# GIVEN INFORMATION
|---|

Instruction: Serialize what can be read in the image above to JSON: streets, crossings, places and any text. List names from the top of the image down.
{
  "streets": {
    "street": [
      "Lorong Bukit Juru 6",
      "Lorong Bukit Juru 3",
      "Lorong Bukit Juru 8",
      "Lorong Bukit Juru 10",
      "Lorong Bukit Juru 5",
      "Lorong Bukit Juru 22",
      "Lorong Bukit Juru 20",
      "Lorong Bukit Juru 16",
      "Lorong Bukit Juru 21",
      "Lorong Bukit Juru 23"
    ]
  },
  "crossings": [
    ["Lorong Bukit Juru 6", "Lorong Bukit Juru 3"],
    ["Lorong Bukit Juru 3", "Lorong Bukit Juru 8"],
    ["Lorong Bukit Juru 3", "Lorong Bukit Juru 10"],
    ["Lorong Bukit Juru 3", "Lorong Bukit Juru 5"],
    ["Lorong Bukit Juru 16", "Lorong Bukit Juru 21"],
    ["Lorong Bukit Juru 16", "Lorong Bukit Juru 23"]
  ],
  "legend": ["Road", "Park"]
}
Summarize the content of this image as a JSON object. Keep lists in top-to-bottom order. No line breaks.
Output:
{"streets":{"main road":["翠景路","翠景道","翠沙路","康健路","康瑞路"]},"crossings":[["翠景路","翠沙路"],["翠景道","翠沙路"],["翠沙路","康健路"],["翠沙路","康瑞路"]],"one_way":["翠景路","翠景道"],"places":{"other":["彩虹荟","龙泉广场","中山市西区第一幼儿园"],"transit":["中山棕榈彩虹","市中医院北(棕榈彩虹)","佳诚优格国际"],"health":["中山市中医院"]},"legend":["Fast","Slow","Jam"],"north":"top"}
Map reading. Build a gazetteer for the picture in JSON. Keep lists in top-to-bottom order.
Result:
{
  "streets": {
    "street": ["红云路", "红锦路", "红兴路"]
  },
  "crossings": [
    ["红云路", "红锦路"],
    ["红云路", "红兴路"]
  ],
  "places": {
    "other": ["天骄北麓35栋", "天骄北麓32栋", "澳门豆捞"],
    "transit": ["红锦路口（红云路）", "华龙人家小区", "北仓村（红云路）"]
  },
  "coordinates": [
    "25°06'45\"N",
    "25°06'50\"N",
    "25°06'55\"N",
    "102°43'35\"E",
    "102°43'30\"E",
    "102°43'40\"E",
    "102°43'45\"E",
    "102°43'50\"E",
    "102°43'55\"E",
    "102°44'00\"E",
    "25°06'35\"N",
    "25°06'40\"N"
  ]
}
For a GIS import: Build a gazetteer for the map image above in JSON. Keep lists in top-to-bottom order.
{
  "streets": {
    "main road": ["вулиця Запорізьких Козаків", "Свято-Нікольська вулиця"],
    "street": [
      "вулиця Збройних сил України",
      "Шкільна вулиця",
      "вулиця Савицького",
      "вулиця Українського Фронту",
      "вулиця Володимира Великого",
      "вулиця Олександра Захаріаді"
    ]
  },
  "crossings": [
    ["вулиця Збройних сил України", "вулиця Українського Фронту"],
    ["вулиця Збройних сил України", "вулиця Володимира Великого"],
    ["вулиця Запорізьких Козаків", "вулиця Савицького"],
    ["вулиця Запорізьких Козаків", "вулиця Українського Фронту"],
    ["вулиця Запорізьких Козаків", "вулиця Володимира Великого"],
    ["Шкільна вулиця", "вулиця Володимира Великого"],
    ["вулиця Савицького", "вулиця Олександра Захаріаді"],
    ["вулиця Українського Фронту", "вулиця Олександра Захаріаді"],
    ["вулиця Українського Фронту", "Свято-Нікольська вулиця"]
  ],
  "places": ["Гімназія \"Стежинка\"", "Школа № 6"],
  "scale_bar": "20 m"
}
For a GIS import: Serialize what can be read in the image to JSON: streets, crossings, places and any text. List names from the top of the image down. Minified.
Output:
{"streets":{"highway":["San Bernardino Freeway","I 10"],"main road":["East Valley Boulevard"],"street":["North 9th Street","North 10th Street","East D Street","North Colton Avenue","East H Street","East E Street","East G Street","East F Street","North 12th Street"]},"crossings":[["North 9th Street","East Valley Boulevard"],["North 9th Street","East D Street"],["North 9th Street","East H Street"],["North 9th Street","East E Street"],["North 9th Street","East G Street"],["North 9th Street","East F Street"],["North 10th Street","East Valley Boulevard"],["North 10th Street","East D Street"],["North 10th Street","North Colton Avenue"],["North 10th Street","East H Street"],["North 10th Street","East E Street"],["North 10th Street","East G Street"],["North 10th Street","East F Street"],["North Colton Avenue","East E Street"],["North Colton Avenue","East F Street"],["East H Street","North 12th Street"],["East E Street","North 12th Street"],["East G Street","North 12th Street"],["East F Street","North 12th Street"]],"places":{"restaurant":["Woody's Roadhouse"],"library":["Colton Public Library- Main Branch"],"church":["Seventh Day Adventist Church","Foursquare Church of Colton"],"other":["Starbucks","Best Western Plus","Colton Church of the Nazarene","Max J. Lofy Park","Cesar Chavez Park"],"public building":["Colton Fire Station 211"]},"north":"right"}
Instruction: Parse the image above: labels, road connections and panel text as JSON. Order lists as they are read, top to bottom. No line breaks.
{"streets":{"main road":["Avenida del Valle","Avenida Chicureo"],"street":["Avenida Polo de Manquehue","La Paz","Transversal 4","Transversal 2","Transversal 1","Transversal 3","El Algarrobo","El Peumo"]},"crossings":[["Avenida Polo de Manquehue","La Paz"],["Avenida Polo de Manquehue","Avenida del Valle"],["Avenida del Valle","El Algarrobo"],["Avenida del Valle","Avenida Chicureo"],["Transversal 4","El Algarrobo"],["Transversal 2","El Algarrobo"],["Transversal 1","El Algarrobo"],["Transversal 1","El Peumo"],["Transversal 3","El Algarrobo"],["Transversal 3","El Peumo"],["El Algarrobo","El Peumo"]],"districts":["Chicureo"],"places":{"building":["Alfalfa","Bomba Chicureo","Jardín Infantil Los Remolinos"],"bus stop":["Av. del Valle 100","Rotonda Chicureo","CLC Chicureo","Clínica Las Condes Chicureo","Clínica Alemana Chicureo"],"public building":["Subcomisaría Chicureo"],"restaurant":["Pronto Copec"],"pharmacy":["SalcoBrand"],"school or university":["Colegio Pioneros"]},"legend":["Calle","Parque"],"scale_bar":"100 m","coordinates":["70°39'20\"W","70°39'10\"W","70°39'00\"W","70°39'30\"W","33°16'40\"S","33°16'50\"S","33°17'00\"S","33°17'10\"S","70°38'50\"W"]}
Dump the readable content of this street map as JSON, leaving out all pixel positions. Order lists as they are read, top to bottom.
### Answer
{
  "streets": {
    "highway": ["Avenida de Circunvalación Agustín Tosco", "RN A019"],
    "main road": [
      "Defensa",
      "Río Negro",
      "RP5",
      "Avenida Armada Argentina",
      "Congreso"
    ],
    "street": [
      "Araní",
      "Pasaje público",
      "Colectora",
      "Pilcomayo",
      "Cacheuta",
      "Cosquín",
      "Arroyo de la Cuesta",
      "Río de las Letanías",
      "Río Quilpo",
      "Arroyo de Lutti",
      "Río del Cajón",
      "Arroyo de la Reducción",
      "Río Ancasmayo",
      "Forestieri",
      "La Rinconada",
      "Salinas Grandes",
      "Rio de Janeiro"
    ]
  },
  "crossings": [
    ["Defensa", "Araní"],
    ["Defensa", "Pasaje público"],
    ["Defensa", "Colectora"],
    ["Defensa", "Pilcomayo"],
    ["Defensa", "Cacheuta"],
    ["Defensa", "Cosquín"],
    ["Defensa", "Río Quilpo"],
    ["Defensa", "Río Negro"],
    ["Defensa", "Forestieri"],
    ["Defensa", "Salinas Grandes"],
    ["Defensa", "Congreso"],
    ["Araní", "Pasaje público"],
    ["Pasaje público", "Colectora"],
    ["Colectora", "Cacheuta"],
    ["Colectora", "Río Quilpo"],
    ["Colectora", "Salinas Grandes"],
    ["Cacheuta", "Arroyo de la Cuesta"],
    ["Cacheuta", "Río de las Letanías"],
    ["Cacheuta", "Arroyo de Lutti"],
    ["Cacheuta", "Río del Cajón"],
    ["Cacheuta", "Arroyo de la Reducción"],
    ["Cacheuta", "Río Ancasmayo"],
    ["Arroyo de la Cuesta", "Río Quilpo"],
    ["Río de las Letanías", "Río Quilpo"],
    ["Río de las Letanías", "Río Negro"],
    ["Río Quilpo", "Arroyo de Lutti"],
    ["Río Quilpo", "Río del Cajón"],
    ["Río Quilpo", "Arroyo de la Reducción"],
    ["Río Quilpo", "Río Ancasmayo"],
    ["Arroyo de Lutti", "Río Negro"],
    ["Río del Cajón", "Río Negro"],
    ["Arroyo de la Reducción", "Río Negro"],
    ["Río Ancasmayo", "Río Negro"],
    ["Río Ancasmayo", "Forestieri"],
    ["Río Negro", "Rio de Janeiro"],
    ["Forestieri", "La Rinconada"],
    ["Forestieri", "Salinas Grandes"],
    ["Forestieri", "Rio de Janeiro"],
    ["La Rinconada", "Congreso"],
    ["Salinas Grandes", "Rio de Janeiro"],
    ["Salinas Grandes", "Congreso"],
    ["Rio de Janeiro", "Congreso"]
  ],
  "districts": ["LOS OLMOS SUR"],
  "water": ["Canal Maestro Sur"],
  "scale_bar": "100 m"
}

|---|

# TRY IT
Please count the lines that hold "Quilpo" in this data and report the total alone.

# TASK OUTPUT
9